The beet and watermelon salad from San Diego State.Fruit salads have a new look these days. Chefs are grilling, pan-frying and even smoking fruit. Sometimes they’re tossing in out-of-the-ordinary ingredients to create a fun salad rendition of a classic recipe.
At Hoag Hospital in Newport Beach, Calif., for example, Executive Chef Sam Sellona offers the traditional Greek combination of watermelon and feta cheese. Sellona makes it his own by adding mint, lime juice and a bit of pitted, sliced kalamata olives.
“It’s a refreshing and totally different salad,” Sellona says. “When most people think of watermelon in the U.S., they think of just a wedge of the fruit.”
Sellona developed the dish while he was “messing around,” but after some refinement he prepared it at a cooking demonstration at Hoag’s Mary and Dick Allen Diabetes Center, where the chef teaches healthful cooking classes every month. Sellona and a hospital dietitian collaborated on developing the salad that in the end met both the chef’s need for taste and the dietitian’s health constraints, which “sometimes can be a battle,” Sellona jokes.
There was good customer response to the watermelon feta salad, Sellona says. He plans to add it to future menu rotations at the hospital.
Grilling grows: Angelo Spilios, senior director of Dining Services for Flik Independent School Dining at the Ethical Culture Fieldston School in New York, offers a similar watermelon salad with feta, but he adds honeydew and cantaloupe. Spilios also chars the melons before cutting them into chunks for a salad.
“This is a think-outside-the-box fruit salad,” Spilios says. “You have the coolness of the watermelon and the saltiness of the cheese, and it goes together really well.
“We grill the melon because it adds more flavor and it entices the kids’ palates,” Spilios adds. “The kids get bored easily. Plus, our school is based in Manhattan where [most] people don’t have grills,” so char-cooking is somewhat novel.
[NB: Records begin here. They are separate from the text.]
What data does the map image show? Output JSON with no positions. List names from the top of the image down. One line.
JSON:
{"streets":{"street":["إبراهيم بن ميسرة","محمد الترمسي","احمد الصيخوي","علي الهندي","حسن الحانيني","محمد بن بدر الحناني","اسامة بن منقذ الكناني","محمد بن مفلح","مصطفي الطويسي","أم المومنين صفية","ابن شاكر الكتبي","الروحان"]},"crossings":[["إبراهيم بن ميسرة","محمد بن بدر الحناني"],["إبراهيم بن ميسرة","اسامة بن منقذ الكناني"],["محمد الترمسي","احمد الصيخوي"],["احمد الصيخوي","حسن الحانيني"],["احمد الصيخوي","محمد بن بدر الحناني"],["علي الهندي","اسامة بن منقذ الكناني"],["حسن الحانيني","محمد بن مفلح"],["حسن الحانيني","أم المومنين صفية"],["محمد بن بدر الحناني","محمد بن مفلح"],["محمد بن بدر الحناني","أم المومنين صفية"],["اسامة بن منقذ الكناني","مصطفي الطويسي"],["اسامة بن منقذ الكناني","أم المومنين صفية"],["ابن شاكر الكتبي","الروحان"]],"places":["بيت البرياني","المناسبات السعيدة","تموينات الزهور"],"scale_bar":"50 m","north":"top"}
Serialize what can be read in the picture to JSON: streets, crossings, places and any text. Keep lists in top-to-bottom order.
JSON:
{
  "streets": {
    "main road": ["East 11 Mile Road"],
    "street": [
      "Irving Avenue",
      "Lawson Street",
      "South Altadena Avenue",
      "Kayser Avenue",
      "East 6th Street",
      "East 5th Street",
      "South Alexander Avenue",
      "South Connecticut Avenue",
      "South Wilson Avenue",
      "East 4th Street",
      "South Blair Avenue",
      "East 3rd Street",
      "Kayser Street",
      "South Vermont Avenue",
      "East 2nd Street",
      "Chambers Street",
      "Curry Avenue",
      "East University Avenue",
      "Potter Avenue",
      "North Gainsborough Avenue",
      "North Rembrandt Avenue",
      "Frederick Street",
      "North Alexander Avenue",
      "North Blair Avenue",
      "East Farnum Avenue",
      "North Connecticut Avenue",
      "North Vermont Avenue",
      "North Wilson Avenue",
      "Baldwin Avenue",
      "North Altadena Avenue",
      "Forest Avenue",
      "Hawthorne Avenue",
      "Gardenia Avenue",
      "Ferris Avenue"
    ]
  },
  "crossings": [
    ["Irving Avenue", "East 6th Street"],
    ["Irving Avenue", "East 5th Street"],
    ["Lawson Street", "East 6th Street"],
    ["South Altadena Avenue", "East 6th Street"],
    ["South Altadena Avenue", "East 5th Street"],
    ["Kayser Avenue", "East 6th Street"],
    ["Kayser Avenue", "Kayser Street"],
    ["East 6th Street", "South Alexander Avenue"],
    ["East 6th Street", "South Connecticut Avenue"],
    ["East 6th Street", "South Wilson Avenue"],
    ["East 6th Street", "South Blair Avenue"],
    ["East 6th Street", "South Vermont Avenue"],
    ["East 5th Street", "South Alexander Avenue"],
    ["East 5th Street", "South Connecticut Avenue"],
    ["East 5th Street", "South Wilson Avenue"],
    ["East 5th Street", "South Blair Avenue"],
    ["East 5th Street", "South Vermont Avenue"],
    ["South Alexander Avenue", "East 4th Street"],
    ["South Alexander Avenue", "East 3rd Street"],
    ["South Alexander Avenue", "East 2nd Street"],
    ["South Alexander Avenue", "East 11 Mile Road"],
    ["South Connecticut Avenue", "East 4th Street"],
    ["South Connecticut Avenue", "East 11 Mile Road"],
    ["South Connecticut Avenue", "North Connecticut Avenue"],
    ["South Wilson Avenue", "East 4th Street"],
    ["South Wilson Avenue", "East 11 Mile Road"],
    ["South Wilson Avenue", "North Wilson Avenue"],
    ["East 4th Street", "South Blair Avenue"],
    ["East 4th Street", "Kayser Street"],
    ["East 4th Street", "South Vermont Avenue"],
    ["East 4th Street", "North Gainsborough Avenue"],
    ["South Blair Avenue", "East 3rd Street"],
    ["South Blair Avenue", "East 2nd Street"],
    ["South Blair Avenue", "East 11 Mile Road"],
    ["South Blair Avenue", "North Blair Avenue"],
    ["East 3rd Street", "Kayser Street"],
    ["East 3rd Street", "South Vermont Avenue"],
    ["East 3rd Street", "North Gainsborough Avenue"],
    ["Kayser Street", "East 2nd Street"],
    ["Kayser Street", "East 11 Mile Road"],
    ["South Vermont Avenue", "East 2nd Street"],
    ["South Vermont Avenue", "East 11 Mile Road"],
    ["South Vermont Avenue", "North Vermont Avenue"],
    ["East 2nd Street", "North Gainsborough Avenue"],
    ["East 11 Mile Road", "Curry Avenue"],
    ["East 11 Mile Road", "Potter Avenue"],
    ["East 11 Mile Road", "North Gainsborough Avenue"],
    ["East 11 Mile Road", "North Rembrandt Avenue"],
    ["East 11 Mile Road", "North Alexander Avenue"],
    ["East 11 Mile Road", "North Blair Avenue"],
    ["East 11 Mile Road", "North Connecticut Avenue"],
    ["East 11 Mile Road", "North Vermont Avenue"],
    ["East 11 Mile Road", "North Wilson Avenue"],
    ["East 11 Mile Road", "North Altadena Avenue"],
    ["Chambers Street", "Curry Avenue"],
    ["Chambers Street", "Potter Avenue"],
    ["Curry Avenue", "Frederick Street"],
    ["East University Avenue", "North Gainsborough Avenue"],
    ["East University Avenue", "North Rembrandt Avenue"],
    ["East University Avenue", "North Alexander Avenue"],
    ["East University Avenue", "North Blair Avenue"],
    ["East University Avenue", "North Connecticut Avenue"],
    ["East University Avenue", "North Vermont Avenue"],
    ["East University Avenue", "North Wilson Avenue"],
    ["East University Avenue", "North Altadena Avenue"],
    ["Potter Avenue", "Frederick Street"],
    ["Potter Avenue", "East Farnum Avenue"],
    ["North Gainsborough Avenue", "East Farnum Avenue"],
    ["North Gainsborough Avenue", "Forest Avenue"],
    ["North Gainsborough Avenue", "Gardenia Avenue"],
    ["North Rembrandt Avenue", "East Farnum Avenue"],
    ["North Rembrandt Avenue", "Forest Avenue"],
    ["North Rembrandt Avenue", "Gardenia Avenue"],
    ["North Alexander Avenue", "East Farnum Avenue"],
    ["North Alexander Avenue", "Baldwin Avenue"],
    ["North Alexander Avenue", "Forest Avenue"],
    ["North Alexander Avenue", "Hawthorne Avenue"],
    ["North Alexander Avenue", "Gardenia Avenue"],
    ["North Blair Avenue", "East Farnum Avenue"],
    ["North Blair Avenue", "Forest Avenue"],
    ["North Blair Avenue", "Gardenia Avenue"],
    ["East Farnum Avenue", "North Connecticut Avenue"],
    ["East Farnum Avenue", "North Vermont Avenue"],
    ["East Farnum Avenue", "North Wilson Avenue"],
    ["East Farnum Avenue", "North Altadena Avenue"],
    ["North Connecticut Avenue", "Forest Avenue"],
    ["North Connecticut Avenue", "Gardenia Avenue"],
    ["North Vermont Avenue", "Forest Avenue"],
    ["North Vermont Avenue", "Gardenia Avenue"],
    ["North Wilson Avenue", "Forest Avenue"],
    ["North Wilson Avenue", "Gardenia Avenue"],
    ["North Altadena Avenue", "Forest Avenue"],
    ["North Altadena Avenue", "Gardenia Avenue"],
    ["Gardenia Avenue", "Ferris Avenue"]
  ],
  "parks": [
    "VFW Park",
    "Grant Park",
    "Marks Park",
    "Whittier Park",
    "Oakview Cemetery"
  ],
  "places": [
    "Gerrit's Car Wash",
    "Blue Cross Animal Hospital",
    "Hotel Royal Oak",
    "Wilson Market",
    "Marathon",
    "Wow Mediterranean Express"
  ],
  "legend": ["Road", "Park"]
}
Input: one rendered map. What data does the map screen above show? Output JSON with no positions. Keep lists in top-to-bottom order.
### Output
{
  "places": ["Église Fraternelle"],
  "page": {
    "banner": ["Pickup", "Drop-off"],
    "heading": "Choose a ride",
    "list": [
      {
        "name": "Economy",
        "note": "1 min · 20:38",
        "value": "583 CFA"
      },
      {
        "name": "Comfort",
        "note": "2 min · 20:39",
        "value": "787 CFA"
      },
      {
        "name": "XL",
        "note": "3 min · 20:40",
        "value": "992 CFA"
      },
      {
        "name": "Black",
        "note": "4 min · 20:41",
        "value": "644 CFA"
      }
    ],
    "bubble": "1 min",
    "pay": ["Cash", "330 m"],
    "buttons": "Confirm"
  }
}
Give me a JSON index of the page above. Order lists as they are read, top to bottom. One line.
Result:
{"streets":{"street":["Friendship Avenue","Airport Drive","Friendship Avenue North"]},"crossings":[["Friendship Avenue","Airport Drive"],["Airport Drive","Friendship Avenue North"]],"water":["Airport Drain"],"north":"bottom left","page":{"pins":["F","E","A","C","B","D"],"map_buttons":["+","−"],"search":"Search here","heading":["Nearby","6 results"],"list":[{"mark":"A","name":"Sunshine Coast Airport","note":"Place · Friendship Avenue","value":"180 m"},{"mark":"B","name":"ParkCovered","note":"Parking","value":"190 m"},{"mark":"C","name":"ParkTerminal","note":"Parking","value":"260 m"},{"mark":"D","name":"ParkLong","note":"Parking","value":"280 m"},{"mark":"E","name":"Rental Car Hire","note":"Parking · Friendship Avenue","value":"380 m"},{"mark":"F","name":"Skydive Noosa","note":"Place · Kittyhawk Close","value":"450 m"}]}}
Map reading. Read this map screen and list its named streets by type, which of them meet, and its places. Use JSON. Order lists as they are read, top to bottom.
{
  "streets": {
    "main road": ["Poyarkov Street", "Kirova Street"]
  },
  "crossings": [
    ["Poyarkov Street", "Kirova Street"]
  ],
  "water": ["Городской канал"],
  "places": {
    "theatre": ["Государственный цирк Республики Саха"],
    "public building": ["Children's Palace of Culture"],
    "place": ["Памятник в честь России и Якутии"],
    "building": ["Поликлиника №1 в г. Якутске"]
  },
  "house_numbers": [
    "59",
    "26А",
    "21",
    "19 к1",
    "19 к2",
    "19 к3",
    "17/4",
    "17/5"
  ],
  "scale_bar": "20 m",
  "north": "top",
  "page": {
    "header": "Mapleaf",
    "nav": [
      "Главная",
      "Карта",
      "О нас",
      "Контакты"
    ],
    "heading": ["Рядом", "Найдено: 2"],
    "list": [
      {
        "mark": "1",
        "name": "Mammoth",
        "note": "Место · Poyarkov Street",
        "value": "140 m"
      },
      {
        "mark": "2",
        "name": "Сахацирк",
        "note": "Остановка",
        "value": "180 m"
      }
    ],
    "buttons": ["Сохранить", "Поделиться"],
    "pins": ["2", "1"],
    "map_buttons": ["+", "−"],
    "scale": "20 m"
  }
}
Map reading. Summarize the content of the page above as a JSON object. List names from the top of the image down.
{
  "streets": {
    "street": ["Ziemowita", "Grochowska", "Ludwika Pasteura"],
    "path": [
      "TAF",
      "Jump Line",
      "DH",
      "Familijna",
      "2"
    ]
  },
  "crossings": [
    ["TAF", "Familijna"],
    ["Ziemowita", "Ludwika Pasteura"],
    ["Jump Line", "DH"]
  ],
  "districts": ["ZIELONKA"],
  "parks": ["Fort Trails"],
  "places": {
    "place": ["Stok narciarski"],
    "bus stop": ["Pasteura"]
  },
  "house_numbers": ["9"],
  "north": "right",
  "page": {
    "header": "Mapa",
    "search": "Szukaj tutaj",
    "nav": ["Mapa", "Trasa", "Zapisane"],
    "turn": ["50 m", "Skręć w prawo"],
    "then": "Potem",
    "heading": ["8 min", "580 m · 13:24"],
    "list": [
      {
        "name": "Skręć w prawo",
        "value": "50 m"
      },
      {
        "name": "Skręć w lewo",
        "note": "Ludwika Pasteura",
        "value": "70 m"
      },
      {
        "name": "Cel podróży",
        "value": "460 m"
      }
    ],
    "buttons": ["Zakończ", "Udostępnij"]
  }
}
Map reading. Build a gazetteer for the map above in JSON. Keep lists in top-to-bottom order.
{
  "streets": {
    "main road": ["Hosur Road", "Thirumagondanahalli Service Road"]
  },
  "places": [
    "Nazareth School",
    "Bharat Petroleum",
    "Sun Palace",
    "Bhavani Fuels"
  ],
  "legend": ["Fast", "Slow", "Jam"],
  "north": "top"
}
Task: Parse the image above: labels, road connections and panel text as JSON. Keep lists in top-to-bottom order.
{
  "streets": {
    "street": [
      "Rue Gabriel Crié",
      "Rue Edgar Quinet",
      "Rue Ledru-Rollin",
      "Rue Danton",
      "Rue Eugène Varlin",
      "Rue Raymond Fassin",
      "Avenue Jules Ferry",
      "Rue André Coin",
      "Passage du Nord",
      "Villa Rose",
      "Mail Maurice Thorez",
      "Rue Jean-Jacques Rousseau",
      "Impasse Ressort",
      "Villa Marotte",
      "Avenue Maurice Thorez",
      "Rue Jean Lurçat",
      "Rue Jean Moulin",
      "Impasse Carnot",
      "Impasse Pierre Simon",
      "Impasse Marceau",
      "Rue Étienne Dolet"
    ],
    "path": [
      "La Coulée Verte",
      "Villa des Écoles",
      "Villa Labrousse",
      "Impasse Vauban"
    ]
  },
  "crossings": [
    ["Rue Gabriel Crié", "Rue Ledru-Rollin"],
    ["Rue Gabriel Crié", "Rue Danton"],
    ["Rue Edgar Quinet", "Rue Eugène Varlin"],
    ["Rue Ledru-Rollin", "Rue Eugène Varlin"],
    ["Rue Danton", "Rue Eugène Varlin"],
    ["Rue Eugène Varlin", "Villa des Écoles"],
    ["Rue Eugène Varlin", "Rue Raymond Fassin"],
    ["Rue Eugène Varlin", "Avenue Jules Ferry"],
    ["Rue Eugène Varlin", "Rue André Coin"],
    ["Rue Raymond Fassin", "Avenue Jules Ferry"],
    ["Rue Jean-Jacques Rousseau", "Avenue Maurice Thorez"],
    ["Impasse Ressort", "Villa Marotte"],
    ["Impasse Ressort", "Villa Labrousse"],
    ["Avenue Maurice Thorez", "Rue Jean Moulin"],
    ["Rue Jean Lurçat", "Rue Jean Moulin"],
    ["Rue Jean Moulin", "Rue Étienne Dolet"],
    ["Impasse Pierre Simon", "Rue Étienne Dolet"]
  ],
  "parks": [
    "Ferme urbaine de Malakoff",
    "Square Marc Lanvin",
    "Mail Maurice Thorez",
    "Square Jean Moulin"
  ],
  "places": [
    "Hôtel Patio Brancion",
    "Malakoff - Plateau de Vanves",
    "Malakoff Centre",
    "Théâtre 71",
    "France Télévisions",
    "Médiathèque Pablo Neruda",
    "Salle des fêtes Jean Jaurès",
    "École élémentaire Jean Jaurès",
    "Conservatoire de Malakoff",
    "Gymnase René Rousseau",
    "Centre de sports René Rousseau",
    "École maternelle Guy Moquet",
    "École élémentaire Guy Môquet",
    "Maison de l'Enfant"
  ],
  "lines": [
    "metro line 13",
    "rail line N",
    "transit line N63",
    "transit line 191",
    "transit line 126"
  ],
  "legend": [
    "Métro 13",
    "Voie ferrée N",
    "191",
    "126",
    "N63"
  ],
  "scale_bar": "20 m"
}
Spilios also grills fruit for an appetizer salad that he pairs with three separate pepper sauces. He prepares the sauces with yellow, red and green peppers. Students are offered the green bell pepper sauce, but Spilios spices up the sauce with jalapeño for adults, who are more receptive to the spicy heat, he says. To finish the grilled fruit starter, and to add some sour and sweet notes, Spilios drizzles reduced balsamic over the top.
For breakfast Spilios tops a yogurt parfait with a rendition of fruit salad. His morning mix includes fruits such as mango, star fruit and blackberries along with housemade granola.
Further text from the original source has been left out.